Large-scale mutagenesis is critical to functional characterization of the mammalian genomes. In mice, gene targeting, chemical mutagenesis and insertional mutagenesis are available to achieve this goal. The International Knockout Mouse Consortium (IKMC) has recently been formed to systematically produce null alleles for individual genes in mice ( 1–3 ). This approach focuses on annotated protein-coding regions but provides limited insight into the rest of the genome. In contrast, ENU ( N -ethyl- N -nitrosourea) based chemical mutagenesis has the capacity to introduce mutations throughout the entire genome ( 4–11 ). Several large-scale ENU mutagenesis studies have been conducted in the recent years and produced a large collection of mutant mice with interesting phenotypes. However, the majority of these mutant strains remain to be mapped to the single gene level. Insertional mutagenesis has been shown to be one of the most efficient means to generate a large number of identifiable mutants throughout the entire genome of several model organisms ( 12–17 ). With an appropriate insertion vector, insertional mutagenesis can produce a large number of mutations at low cost with a high speed. Each insertion site is tagged with the vector sequence and thus can be easily mapped.

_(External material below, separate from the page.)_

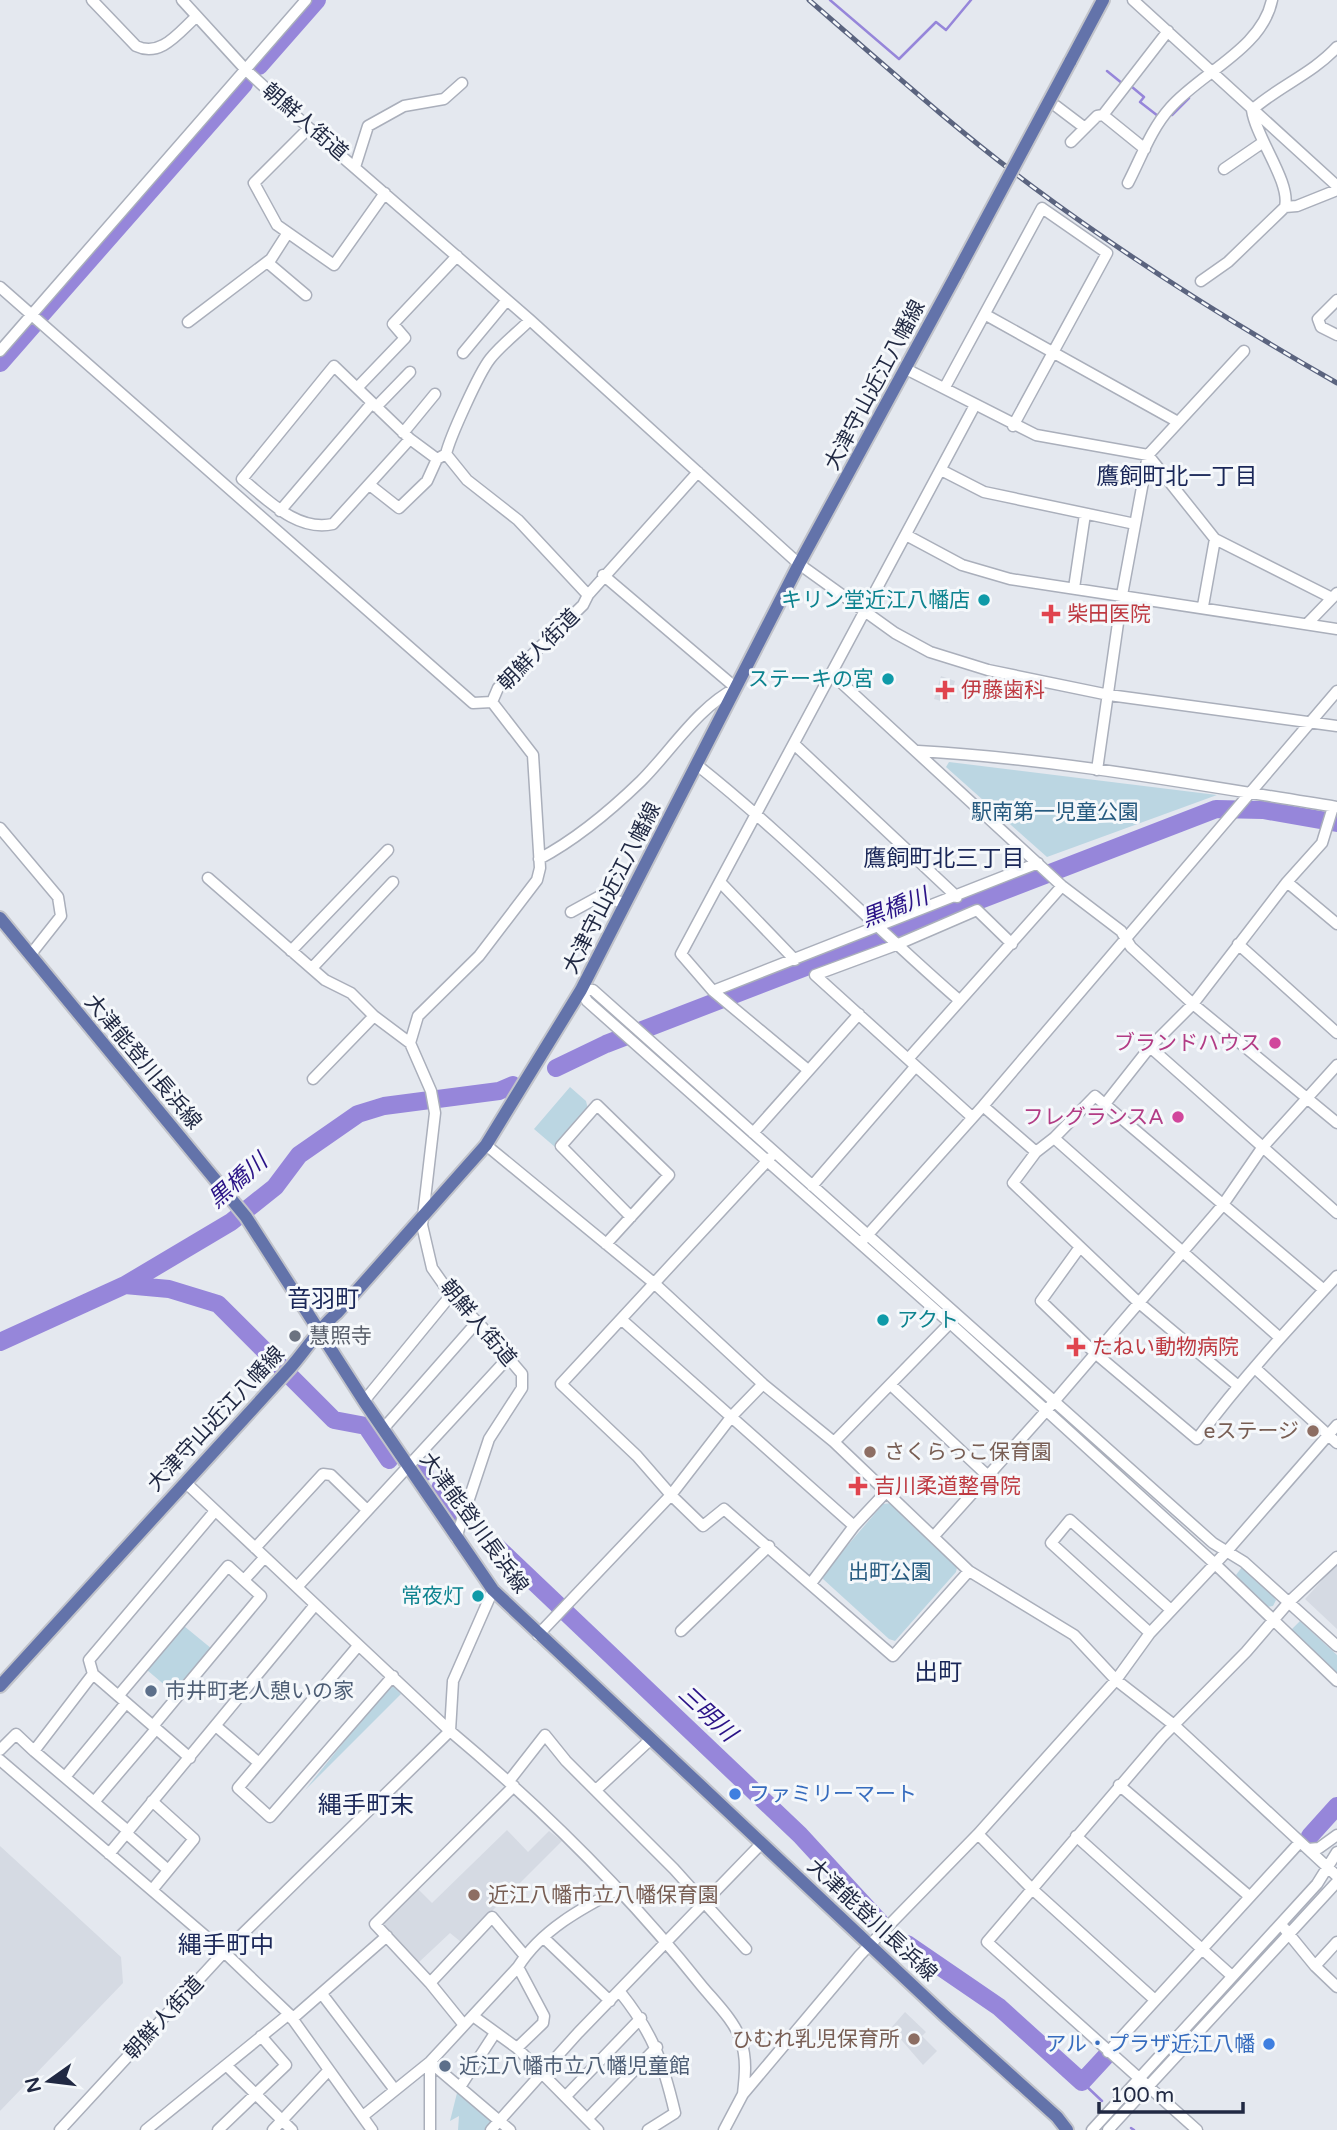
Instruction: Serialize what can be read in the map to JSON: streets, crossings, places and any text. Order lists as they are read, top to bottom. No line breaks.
{"streets":{"main road":["大津守山近江八幡線","大津能登川長浜線"],"street":["朝鮮人街道"]},"crossings":[["朝鮮人街道","大津守山近江八幡線"],["朝鮮人街道","大津能登川長浜線"],["大津守山近江八幡線","大津能登川長浜線"]],"districts":["鷹飼町北一丁目","鷹飼町北三丁目","音羽町","出町","縄手町末","縄手町中"],"water":["黒橋川","三明川"],"parks":["駅南第一児童公園","出町公園"],"places":{"other":["キリン堂近江八幡店","ステーキの宮","ブランドハウス","フレグランスA","アクト","慧照寺","eステージ","さくらっこ保育園","常夜灯","市井町老人憩いの家","ファミリーマート","近江八幡市立八幡保育園","ひむれ乳児保育所","アル・プラザ近江八幡","近江八幡市立八幡児童館"],"health":["柴田医院","伊藤歯科","たねい動物病院","吉川柔道整骨院"]},"scale_bar":"100 m","north":"left"}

Retroviruses have been used in mouse genetics for more than two decades ( 18 , 19 ). They led to discovery of a number of proto-oncogene and tumor suppressor loci ( 19 ). However, successful application of retroviruses in large-scale insertional mutagenesis remains limited to gene trapping in ES cells ( 20 , 21 ). In recent years, the progress of introducing transposon tools into mammalian genetic studies has offered new opportunities for mutagenesis in mice ( 22–30 ). Several transposons, such as Sleeping Beauty (SB), Minos , Tol2 , Mos1 and piggyBac (PB), were shown to be active in mammalian cells and/or in mice. Among them, the PB transposon appears to be a promising option. Appreciation of PB as an important genetic manipulation tool in various organisms including mice has been growing rapidly in recent years, as accumulating evidence has indicated that PB elements are capable of efficient transposition in animals from diverse genera of insects, flatworms, mice, as well as mammalian cell lines ( 28 , 29 , 31–38 ). PB elements, originally found in the cabbage looper moth Trichoplusia ni , are DNA transposons carrying a unique functional transposase (PBase) of 594 amino acids ( 39–41 ). It has been reported to be more active than Tol2 , Mos1 and SB in mammalian cells ( 30 ), and has been shown to be effective mutagen for insertional mutagenesis in mice.
Currently, a genome-wide PB mutagenesis project is underway in the Institute of Developmental Biology and Molecular Medicine (IDM) at Fudan University in Shanghai, China. To collect and disseminate the large amount of genetic and phenotypic information from this project, we have designed and implemented an integrated database system called PBmice (PB Mutagenesis Information CEnter), which provides a user interface to query and display data obtained from PB insertions (INSERTs) in the mouse genome and their characterizations.
SYSTEM DESIGN AND IMPLEMENTATION
Experimental data in PBmice are derived from the on-going project of PB insertional mutagenesis in mice at IDM. Each PB transposition event produces a PB insertion, which is termed as an INSERT in PBmice and carried by a mouse line (LINE). The flanking genomic sequence of an INSERT is characterized by inverse PCR and determined for its location in the mouse genome by WU-BLAST 2.0 search against the Ensembl mouse genome sequences (Ensembl release 45, based on GenBank m36 mouse assembly, http://www.ensembl.org/Mus_musculus/index.html ) ( 42 ). Expression level of the gene hit by an INSERT is determined by real-time RT-PCR. Other information about the INSERT, such as the mouse strain and LINE carrying the INSERT and the PB construct used to generate the INSERT, are also collected in the database. When a trapping vector is used to generate the INSERT, the expression pattern of the reporter gene of the vector, an indication of the expression pattern of the endogenous gene affected in the INSERT, is also examined and collected in the database. Associated information of a LINE carrying one or more INSERTs includes the existence of live animals and storage status, as well as its phenotyping data. When an INSERT hits a functional genomic unit, such as an annotated protein-coding gene, a gene for a microRNA, or a regulatory element, this interruption of genomic function may be shown as phenotypes in the hosting LINE. Such characterizations are also recorded and documented in PBmice. In addition, other information, such as gene annotation data, is downloaded from Ensembl and GenBank.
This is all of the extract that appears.